After the 1918 season ended, World War I continued for two more months. Whiteman went into “ground aviation work.” According to columnist J.V. Fitzgerald, Harry Frazee declared that he would keep Whiteman in 1919. The Red Sox did keep him under contract until February, when Hooper and Ruth re-signed. On the 19th, Whiteman was one of five Red Sox waived. Toronto signed him for a second tour of duty in early March. Later that fall, George was asked to play prognosticator for that year’s World Series and picked the Chicago White Sox. “I’ll bet my money on the Sox…” he said, “They’re what we ball players call a ‘money team.’ They have been through the mill and know what’s expected of them. The experience will stand them in good stead when they meet Cincinnati.”
Whiteman held out for a few weeks before signing a contract for the 1920 season. The 1920 Toronto Maple Leafs had an amazing season, finishing 108-46, but still finished 2½ games behind Jack Dunn’s Baltimore Orioles for the International League title. Among his teammates was infielder Eusebio Gonzales, who also played for the 1918 Red Sox. But it was known even in July that Whiteman would go home to Houston and manage his hometown’s Buffaloes. In 1919 Branch Rickey bought into the Buffaloes as a way to secure talent for his underfinanced St. Louis Cardinals.
Whiteman continued to play for another decade. His work took him to Houston, Oakland, Wichita Falls, Galveston, and other locales – more often that not as player-manager. He assumed the dual roles in the minors until 1929, when he was 46 years old. Even in his last season, working with Winston-Salem in the Piedmont League, he hit 10 homers and drove in 84 runs. When he finally hung up the spikes, he finished his minor league career with 3,388 hits (the record at the time.) Whiteman had 671 doubles and 196 triples; both good for third all-time in minor league history. He also holds the record for most minor league games played with 3,282.
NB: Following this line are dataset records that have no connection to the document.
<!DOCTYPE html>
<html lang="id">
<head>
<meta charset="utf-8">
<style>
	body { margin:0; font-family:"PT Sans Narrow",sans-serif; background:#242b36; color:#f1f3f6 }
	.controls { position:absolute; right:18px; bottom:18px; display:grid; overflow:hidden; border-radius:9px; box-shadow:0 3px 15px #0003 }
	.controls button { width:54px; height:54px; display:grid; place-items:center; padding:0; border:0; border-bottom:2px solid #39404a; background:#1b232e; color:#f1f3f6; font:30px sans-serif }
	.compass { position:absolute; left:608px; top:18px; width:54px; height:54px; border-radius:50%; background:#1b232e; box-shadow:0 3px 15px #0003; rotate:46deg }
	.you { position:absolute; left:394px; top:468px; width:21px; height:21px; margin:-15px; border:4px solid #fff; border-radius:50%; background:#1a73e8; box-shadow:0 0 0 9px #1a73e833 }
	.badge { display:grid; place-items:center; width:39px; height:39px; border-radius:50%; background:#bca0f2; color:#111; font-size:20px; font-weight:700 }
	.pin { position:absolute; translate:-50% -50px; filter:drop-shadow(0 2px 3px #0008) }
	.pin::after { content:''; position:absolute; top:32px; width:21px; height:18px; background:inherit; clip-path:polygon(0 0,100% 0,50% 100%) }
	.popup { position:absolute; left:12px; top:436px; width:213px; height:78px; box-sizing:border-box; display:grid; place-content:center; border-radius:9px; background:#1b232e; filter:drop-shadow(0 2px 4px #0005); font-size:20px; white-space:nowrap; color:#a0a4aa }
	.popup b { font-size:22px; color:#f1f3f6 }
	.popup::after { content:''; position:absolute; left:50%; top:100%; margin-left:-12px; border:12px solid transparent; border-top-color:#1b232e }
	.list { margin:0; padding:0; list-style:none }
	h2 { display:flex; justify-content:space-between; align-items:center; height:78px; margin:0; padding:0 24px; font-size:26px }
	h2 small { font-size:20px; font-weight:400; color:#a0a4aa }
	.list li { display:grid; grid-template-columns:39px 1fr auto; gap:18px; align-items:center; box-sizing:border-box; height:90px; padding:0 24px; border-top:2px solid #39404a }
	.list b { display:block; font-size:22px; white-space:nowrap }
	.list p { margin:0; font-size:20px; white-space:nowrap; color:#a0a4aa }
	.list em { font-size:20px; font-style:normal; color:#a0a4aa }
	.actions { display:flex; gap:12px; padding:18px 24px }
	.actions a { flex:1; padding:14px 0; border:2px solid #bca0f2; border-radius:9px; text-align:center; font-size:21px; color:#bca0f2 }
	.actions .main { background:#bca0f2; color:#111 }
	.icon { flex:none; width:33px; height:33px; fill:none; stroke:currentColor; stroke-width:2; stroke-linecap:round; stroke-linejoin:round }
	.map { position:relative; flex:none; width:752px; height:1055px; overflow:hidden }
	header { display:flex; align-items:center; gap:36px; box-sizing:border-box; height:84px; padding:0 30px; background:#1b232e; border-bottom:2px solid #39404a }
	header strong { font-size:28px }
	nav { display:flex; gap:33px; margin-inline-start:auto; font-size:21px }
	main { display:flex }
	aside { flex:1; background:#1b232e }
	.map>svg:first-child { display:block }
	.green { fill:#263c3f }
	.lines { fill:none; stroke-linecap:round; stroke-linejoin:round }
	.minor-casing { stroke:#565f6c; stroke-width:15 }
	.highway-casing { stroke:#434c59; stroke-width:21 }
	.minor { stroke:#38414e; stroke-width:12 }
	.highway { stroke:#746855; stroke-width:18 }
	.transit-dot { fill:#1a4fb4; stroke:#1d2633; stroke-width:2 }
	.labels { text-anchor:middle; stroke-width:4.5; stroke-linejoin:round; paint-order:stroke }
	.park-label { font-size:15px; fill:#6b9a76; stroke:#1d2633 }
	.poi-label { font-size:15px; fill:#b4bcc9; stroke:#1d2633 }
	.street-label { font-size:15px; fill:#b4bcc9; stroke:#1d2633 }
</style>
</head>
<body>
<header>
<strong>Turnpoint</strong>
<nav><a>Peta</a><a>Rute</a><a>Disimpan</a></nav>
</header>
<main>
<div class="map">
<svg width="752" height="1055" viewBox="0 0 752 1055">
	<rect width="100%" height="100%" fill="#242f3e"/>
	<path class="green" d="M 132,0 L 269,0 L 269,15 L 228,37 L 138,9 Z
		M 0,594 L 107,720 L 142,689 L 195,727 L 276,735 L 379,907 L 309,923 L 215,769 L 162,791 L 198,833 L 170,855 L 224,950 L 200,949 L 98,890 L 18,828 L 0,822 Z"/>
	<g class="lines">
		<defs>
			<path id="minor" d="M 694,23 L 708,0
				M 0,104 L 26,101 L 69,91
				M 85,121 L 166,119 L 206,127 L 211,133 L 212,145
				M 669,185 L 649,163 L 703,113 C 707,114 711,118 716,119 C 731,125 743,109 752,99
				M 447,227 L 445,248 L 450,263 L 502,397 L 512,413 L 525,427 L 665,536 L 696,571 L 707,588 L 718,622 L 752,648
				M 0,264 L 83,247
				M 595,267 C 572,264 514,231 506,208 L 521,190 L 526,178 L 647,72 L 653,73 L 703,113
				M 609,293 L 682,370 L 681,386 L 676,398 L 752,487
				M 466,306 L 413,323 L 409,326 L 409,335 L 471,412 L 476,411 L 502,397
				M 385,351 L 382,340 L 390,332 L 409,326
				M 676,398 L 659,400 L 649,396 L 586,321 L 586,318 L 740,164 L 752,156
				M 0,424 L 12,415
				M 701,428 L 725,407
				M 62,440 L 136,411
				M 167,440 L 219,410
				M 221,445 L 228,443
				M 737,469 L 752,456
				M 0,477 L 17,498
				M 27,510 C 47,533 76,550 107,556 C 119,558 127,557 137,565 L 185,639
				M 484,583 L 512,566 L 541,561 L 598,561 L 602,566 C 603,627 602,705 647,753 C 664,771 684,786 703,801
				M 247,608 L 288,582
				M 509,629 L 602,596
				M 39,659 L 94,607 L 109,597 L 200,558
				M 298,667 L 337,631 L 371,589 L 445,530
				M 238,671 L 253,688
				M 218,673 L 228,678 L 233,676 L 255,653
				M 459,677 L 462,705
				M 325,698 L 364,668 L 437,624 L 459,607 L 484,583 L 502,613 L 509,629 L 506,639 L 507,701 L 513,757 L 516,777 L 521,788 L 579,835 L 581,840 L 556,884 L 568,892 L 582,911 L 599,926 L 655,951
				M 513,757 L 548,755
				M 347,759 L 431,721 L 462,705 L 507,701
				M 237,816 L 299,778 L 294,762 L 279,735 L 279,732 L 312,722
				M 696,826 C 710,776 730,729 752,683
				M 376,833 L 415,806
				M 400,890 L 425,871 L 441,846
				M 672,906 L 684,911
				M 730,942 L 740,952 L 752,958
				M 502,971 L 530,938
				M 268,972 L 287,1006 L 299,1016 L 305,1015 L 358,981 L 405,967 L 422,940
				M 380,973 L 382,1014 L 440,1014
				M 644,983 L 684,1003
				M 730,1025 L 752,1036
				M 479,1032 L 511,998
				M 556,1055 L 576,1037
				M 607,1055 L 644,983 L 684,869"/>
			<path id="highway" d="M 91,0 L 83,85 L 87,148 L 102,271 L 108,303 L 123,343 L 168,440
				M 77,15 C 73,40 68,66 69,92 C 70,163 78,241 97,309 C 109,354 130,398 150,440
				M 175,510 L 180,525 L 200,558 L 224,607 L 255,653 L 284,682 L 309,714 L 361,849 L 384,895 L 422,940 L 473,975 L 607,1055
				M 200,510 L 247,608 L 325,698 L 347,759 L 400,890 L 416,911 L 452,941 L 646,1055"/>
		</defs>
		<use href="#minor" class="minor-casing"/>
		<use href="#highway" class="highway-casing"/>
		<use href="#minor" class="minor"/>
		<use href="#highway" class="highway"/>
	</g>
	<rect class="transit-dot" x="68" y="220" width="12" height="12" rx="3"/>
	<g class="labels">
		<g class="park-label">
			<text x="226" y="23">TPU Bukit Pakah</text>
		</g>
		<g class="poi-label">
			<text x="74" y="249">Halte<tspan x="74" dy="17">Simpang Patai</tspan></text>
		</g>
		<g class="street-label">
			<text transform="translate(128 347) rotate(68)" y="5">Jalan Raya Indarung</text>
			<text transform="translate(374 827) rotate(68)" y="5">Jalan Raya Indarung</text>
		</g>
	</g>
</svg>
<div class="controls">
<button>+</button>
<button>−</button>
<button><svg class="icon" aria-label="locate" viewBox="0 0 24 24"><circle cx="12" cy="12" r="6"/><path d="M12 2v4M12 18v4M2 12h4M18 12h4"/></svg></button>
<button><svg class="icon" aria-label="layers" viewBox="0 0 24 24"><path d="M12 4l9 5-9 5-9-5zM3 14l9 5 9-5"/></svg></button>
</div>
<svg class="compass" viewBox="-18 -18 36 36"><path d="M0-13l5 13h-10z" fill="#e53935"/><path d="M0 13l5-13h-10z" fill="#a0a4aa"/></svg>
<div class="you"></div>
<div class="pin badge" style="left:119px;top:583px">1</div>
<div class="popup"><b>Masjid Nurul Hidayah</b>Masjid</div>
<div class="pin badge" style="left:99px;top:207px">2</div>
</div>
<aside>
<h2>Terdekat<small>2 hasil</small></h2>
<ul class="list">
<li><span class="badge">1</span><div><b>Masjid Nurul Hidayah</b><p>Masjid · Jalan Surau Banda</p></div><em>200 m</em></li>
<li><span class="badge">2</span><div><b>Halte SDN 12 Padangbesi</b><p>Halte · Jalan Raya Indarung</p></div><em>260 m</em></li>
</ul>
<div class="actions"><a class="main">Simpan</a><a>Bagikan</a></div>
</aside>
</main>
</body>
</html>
Little is known about Whiteman’s post-baseball life. He did work as a constable in his native Houston. George died of a heart attack at the age of 64 on February 10, 1947. He was buried in Hollywood Cemetery in Houston. His wife, Eva, lived to be 86 before passing away on April 15, 1973.
In the summer of 2005, George Whiteman was elected to the Texas League Hall of Fame.
While there is no evidence it ever happened, it would have been interesting if Whiteman dusted off his high diving act in 1918. The Red Sox had another outfielder by the name of Hack Miller who was the son of a circus strongman. Miller used a 47-ounce bat and could bend iron bars with his hands and pound spikes into wood with his fist. They would have made an entertaining duo.